Forest Therapy guides refer to their offerings as invitations. An invitation is defined as “a spoken or written request to do something”. So, we may offer a verbal invitation or share an invitation on small scrolls, designed to be opened by the forest bathers. On my walks, I explain how invitations work; that in our lives, when you receive an invitation via text, email or (do we still?) snail mail, you have choices. You might arrive late, leave early, not go at all or something else. Bottom line, you get to choose.
The same holds true for forest therapy/forest bathing. When a guide offers an invitation, say to connect with a tree, you choose how you’ll interact, or choose if you’ll interact at all. Those who’ve been waiting for this, may run up to the tree and throw their arms around it. Others may approach cautiously to figure out what that means for them. Still others may ‘speed date’ and visit lots of trees without any deep connection. Some may just stand around and check their phones. Someone on a walk once asked me, “What if the tree tells me to get lost? That it doesn’t want to connect?” It was a joke from someone who must have been thinking that I was a bit off suggesting a connection with a tree. My response? “If a tree tells you that, go find another tree.” Here’s the thing about invitations. Consider that you’ve already come to the party. You’re there. You’re present. What have you got to lose?
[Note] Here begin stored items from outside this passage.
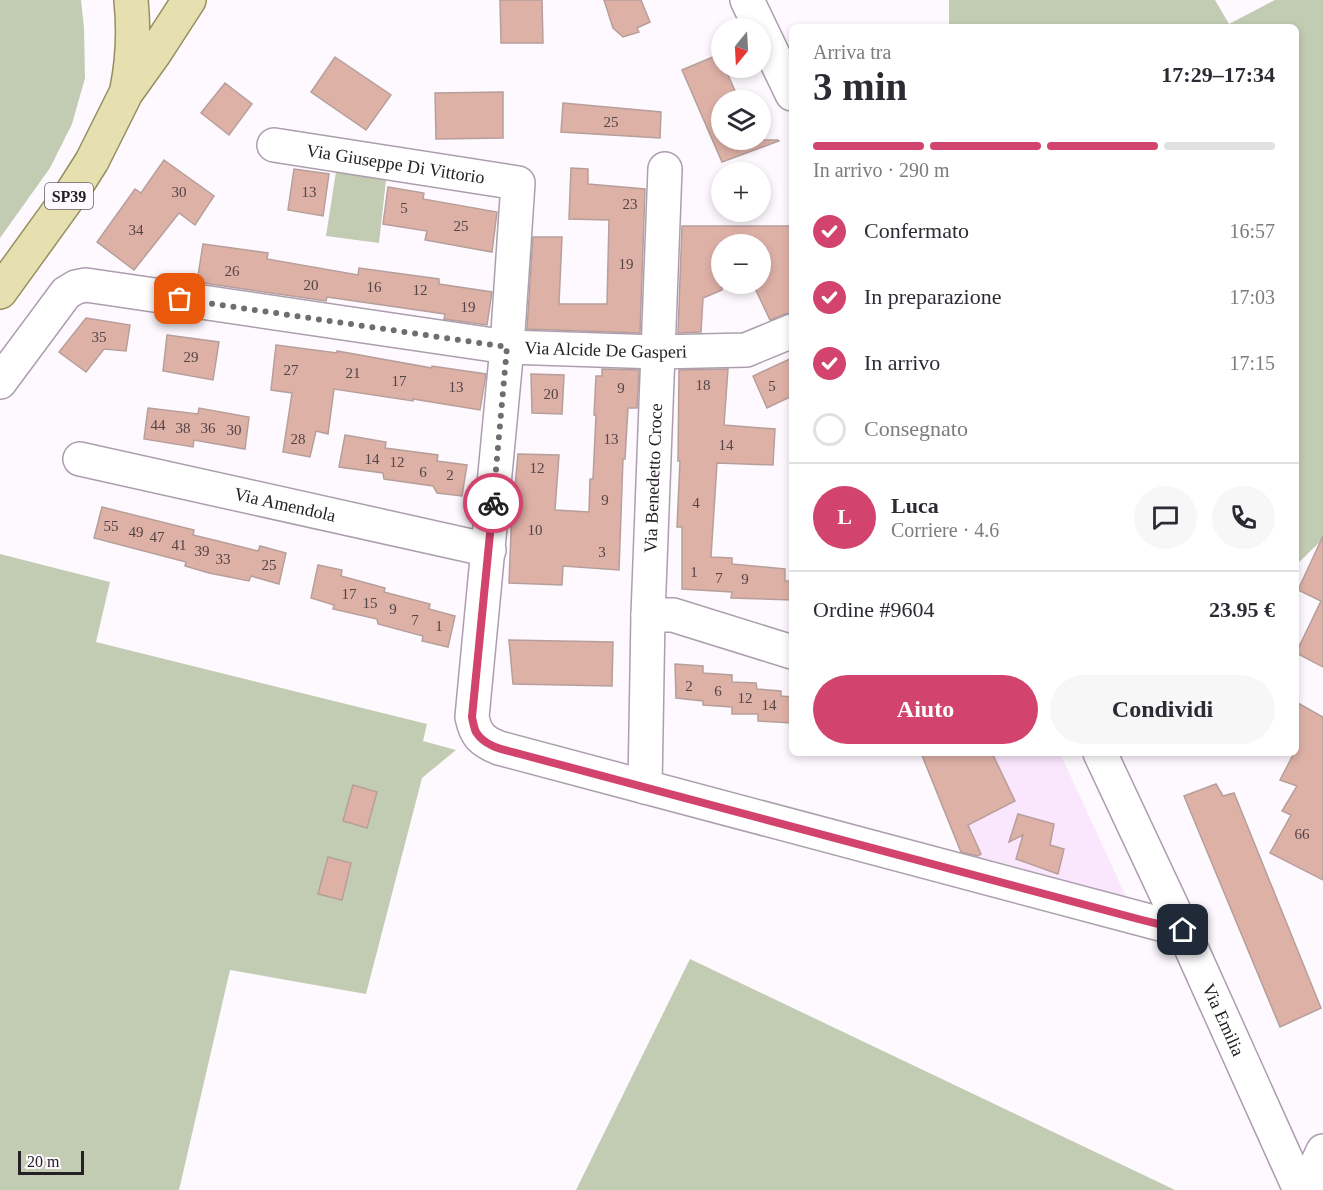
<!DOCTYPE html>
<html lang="it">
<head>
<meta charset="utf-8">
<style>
	body { margin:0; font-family:Georgia,serif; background:#f7f7f7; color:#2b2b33; height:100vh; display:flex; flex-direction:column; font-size:22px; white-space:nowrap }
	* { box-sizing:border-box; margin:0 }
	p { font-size:20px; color:#7c7c81 }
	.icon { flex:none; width:33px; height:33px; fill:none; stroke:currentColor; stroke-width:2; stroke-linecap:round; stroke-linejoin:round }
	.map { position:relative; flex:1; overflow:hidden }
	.side { position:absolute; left:789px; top:24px; width:510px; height:732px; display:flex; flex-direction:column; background:#fff; border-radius:9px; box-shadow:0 3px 9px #0003 }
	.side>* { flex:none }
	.needle { width:39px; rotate:198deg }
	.fabs { position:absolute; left:711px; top:18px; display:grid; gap:12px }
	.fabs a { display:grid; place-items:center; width:60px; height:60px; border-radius:50%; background:#fff; box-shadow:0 3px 9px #0003; font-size:30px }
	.scale { position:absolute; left:18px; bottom:15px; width:66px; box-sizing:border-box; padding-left:6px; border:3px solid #252026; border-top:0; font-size:16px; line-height:21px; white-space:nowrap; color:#252026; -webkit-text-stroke:4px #fef8ff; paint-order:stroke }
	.pin { position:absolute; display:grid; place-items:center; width:51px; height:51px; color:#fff; margin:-26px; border-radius:12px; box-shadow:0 3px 9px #0006 }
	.courier { position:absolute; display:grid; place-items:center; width:60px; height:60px; margin:-30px; border:4px solid #d2446d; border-radius:50%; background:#fff; color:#222; box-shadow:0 2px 8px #0007 }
	.summary em { font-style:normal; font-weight:700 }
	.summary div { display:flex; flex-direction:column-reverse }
	.summary { display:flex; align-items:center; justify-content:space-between; height:102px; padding:0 24px }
	h1 { font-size:39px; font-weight:700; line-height:45px }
	.bar { display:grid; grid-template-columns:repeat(4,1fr); gap:9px 6px; align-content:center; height:72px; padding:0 24px }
	.bar i { height:8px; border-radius:4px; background:#e1e1e2 }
	.bar .current { background:#d2446d }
	.bar p { grid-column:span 4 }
	.line { display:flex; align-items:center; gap:15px; padding:0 24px; border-top:2px solid #e1e1e2 }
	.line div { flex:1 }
	.round { display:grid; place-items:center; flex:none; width:63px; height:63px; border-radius:32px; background:#f7f7f7 }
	ol { padding:0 24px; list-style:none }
	li { display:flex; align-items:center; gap:18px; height:66px }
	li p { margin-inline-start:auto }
	li .icon { padding:6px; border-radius:50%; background:#d2446d; color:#fff; stroke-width:4 }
	li:last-child { color:#7c7c81 }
	li i { width:33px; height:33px; border:3px solid #e1e1e2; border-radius:50% }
	.action { display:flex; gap:12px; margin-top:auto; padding:12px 24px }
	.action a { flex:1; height:69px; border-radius:36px; background:#d2446d; color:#fff; font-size:24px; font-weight:700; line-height:69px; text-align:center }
	.action a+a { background:#f7f7f7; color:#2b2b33 }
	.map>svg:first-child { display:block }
</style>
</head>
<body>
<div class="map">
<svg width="1323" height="1190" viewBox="0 0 1323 1190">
	<rect width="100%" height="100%" fill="#fef8ff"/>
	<path fill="#fae6fd" d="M921,753H1060L1129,903L965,862Z"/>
	<path fill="#c2ccb2" d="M0,0H81L84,28L85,78L72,124L50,168L0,238Z
		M949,0H1215L1229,24L1275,0H1323V539L1296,565V27H949Z
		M337,165L387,171L379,243L326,236Z
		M0,554L110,582L96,642L427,724L423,741L456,750L422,778L366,994L230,970L179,1190H0Z
		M690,959L1175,1190H576Z"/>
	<path fill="#deb1a7" stroke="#b69f9a" stroke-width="1.5" d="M500,0H542L543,43H501Z
		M604,0H641L650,22L637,28L639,32L623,37L613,28Z
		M720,54L722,58V68H725L739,100H722V140H778L779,141L722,162L682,70Z
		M335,57L391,95L366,130L311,92Z
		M225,83L252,104L229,135L201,113Z
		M503,92V138L436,139L435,93Z
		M563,103L661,112L660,138L561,132Z
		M164,160L214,196L195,225L179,213L134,270L97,242L135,189L141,193Z
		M571,168L588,169V184L645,189L640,333L527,329L533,237H562L559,304H607L609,220L569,219Z
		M294,169L329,174L323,216L288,210Z
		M388,187L424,193L423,199L497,212L492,252L425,240L427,231L383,224Z
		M682,226H792V313L785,314L770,320L753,284H760V244H722V290L703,298L701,332L678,333Z
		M203,244L268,253L267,259L358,275L359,268L439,279V284L492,292L487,325L444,319L445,314L327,297L326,301L197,282Z
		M86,318L130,325L126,351L104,349L86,372L59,352Z
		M167,335L219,342L213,380L163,371Z
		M276,345L337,353V351L432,368V366L486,374L480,410L413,399V401L334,389L328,434L316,431L310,457L283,452L292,393L271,390Z
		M792,358V396L767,408L753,376Z
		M602,369L639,370L637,408H628L625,459H623L619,570L563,566L562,585L509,583L512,508L513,509L518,454L559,455L555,510L589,512L590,479H593L596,415H594L596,376H602Z
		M728,369L724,425L775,429L773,465L717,463L711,557L732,558V564L785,569V581H792V600L731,598L732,592L682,589V527H677L680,461H678L679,370Z
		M531,374L564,375L562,414L532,413Z
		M148,408L198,414L199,408L249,417L245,449L194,440L193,447L144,439Z
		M345,435L386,442L385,448L438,455L437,461L467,465L462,496L437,493L433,486L384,479L383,473L339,467Z
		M102,507L194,530L193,535L218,541L258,551L260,546L286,553L279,584L251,576L249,581L209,573L185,566L186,562L94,538Z
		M1323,536V667L1296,653L1321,601L1298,590Z
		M318,565L342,570L341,576L385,588L384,592L430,604L429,609L455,616L448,647L422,641L423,636L378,624L377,619L333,609L334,605L311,598Z
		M509,640L613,642L612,686L513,684Z
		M675,664L703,666V673L732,675V682L756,683L757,689L781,691V696L792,697V723L758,721V714H732V707L703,705V701L676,698Z
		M1296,702L1323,717V880L1270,853L1291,815L1282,811L1297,786L1280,780L1294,753H1296Z
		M921,753H992L1015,801L968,825L981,854L978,856L961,852Z
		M1216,784L1223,796L1234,793L1321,1008L1280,1027L1184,796Z
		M353,785L377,792L367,828L343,821Z
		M1018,814L1054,824L1050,845L1064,849L1058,874L1016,859L1023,835L1009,842Z
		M328,857L351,863L342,900L318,894Z"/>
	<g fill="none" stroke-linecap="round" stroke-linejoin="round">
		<g stroke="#ac9eae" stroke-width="36">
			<g id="minor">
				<path d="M747,0L792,94"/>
				<path id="s1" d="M274,145L518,183L507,347L472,717C476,736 482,741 499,748L1183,930"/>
				<path id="s2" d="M0,382L66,293L76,287L86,285L507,347L658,352L746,350L792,331"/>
				<path id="s3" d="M80,459L489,550"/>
				<path d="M648,615H673L792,652"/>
				<path id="s4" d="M1100,753L1183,930L1300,1190"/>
				<path id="s5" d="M645,787L648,615L665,169"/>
				<path d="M1305,1190L1323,1151"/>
			</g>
		</g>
		<g stroke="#988e5d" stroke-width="36">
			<path id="major" d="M127,89C133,59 134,30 131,0
				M0,292L73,191L92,161L126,93L154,54L189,0"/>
		</g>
		<use href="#minor" stroke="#fff" stroke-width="33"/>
		<use href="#major" stroke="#e6dfb0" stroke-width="33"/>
	</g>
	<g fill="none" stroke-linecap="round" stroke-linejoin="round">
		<path stroke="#716c72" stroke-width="6" stroke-dasharray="0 10.8" d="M180,299L507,347L493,503"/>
		<path stroke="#d2446d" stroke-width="8" d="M493,503L472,717C473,722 474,728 476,732C485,747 505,750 520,754L1142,920L1183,930"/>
	</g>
	<g text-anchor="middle" stroke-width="6" stroke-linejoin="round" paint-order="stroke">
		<g font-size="15" fill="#534446">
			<text x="611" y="127">25</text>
			<text x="179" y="197">30</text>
			<text x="309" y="197">13</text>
			<text x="630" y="209">23</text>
			<text x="404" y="213">5</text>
			<text x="461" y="231">25</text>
			<text x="136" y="235">34</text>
			<text x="626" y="269">19</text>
			<text x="232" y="276">26</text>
			<text x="311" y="290">20</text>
			<text x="374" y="292">16</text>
			<text x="420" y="295">12</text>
			<text x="468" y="312">19</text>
			<text x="99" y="342">35</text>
			<text x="191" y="362">29</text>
			<text x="291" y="375">27</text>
			<text x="353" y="378">21</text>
			<text x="399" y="386">17</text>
			<text x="703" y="390">18</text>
			<text x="772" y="391">5</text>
			<text x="456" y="392">13</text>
			<text x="621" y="393">9</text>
			<text x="551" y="399">20</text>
			<text x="158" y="430">44</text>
			<text x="183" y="433">38</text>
			<text x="208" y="433">36</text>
			<text x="234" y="435">30</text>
			<text x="298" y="444">28</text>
			<text x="611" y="444">13</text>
			<text x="726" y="450">14</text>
			<text x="372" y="464">14</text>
			<text x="397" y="467">12</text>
			<text x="537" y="473">12</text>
			<text x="423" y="477">6</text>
			<text x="450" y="480">2</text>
			<text x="605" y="505">9</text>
			<text x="696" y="508">4</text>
			<text x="111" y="531">55</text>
			<text x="535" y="535">10</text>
			<text x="136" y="537">49</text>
			<text x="157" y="542">47</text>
			<text x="179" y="550">41</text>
			<text x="202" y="556">39</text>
			<text x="602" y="557">3</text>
			<text x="223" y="564">33</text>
			<text x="269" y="570">25</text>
			<text x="694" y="577">1</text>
			<text x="719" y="583">7</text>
			<text x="745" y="584">9</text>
			<text x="349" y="599">17</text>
			<text x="370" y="608">15</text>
			<text x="393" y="614">9</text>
			<text x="415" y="625">7</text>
			<text x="439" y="631">1</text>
			<text x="689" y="691">2</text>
			<text x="718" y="696">6</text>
			<text x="745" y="703">12</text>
			<text x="769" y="710">14</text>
			<text x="1302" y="839">66</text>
		</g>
		<rect fill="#fef8ff" stroke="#666167" stroke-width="1.5" x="45" y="183" width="48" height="26" rx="4.5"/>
		<g font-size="16" font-weight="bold" fill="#252026">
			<text x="69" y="202">SP39</text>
		</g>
		<g font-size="18" fill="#252026" stroke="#fef8ff">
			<text dy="6" stroke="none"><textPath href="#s1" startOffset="123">Via Giuseppe Di Vittorio</textPath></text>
			<text dy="6" stroke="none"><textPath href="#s2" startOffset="657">Via Alcide De Gasperi</textPath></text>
			<text dy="6" stroke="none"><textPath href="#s5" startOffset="309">Via Benedetto Croce</textPath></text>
			<text dy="6" stroke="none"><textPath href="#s3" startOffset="210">Via Amendola</textPath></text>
			<text dy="6" stroke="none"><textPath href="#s4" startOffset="294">Via Emilia</textPath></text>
		</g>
	</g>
</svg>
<div class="fabs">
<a><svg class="needle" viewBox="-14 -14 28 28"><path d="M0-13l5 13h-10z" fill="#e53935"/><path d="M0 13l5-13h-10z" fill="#7c7c81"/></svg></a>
<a><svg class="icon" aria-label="layers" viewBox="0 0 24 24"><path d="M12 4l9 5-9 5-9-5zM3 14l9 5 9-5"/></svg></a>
<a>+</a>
<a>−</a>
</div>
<div class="scale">20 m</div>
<div class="pin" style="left:180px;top:299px;background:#ea580c"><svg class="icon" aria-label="bag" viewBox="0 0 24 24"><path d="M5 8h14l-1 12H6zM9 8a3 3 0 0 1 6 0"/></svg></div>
<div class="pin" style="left:1183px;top:930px;background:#1f2937"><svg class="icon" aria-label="home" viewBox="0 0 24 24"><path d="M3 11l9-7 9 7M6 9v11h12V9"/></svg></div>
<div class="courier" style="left:493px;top:503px"><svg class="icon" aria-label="bike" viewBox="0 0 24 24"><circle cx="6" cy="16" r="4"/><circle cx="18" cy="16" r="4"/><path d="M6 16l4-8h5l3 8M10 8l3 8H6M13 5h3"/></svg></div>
<section class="side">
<div class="summary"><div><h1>3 min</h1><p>Arriva tra</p></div><em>17:29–17:34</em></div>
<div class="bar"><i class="current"></i><i class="current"></i><i class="current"></i><i></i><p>In arrivo · 290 m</p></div>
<ol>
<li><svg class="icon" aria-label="check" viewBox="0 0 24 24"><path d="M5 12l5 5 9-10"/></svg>Confermato<p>16:57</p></li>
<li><svg class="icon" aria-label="check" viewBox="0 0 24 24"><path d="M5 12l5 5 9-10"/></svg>In preparazione<p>17:03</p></li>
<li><svg class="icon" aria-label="check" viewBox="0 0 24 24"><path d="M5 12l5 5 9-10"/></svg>In arrivo<p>17:15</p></li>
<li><i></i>Consegnato</li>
</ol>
<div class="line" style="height:108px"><b class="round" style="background:#d2446d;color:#fff">L</b><div><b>Luca</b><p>Corriere · 4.6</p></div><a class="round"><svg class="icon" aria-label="chat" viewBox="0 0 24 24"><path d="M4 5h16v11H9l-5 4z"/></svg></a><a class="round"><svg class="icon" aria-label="phone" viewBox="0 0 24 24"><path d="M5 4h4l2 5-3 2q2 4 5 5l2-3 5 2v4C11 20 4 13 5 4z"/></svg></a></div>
<div class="line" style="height:78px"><div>Ordine #9604</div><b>23.95 €</b></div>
<div class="action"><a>Aiuto</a><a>Condividi</a></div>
</section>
</div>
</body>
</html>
Well, one of our stories is that we do have something to lose when we’re seen by others. One reason invitations can be difficult for adults lies in our inhibitions, or the impediment to act freely when others are around. Someone will see me. I may look foolish. I won’t do this correctly, etc. This hesitancy around invitations might also be related to those who were coerced into coming on the walk in the first place. I recognize them immediately, and sometimes I ask them to raise their hands. And they do, and yes, I see you. Yet, every one of those forest bathers has astonished me in some way by the end of the walk. Now, I simply wait for the forest to do its thing, even with the most resistant.
You don’t get to be wrong when you’re forest bathing. Whatever feels right to you is right for you. And yet, I long for people to step over their edges (our limits, our boundaries, our beliefs) and try new things: connect with a tree, send a message through a flower, give something of your essence to a river, and more. I use language like “we’re now entering time tree, which is different than human time”, or I say we’re invisible because we’re moving so slowly in the world.
I discourage ‘wrong’ and encourage connection. I haven’t cracked the code for everyone and making that my mission would be trying to control their experience which isn’t my role as a guide. I simply trust that the forest has their backs, just like it has mine. What would it take for you to come to the party, cross over an edge, or suspend your disbelief? What waits for you if and when you do?